FCC Proposes Doing Away With the Sports Television Blackout Rule


FCC Proposes Doing Away With the Sports Television Blackout Rule

Roger Goodell attempts to pull his own finger as he farts in the face of the league's coaches

The FCC has proposed ending the sports blackout rule for television when a home game is not sold out. The NFL has long enforced a blackout rule, in various forms, under the rationale that to broadcast home market games without requiring a sellout would influence ticket sales. The Sports Broadcasting Act of 1961 (exempting sports leagues from anti-trust laws and allowing them to sell pooled television rights) and a 1973 amendment to the Communications Act were key pieces of legislation that has shaped the blackout.

From the FCC:

Changes in the sports industry in the last four decades have called into question whether the sports blackout rules remain necessary to ensure the overall availability of sports programming to the general public.
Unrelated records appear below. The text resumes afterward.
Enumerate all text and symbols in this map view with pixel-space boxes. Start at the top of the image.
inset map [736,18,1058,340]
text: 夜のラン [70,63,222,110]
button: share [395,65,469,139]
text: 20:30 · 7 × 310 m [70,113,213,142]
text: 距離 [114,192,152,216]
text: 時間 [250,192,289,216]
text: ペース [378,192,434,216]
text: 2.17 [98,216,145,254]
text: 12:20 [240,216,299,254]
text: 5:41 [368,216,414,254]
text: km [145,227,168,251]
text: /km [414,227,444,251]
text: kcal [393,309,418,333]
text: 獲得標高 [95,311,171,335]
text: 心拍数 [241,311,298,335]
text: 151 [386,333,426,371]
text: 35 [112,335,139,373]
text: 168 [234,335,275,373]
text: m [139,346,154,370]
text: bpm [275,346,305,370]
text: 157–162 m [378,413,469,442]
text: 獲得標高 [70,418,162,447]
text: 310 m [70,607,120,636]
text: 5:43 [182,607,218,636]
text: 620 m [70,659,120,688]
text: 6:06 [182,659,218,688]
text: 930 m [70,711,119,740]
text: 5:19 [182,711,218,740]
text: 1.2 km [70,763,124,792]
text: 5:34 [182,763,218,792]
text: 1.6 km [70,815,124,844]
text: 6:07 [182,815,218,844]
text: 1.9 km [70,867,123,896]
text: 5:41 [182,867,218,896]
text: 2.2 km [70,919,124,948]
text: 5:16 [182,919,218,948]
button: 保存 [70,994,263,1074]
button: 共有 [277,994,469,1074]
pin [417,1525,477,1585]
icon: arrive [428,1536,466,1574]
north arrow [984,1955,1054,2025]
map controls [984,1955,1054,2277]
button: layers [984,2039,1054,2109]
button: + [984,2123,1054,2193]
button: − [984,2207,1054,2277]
In this proceeding, we will determine whether the sports blackout rules have become outdated due to marketplace changes since their adoption, and whether modification or elimination of those rules is appropriate.

We recognize that elimination of our sports blackout rules alone might not end sports blackouts, but it would leave sports carriage issues to private solutions negotiated by the interested parties in light of current market conditions and eliminate unnecessary regulation.

Things move quickly in government. Nearly two years ago, the FCC began looking into the issue and seeking public comment. The issue came into the political sphere in 2010, when several politicians in areas that were struggling economically questioned the blackout policy with so many teams relying on public money. The blackouts have virtually disappeared in the NFL-now three seasons removed from the lockout, the first one did not happen until December.

Still, with so much of the money now coming from television rights and fees, and many owners relying on taxpayer money to build palaces, it is long overdue.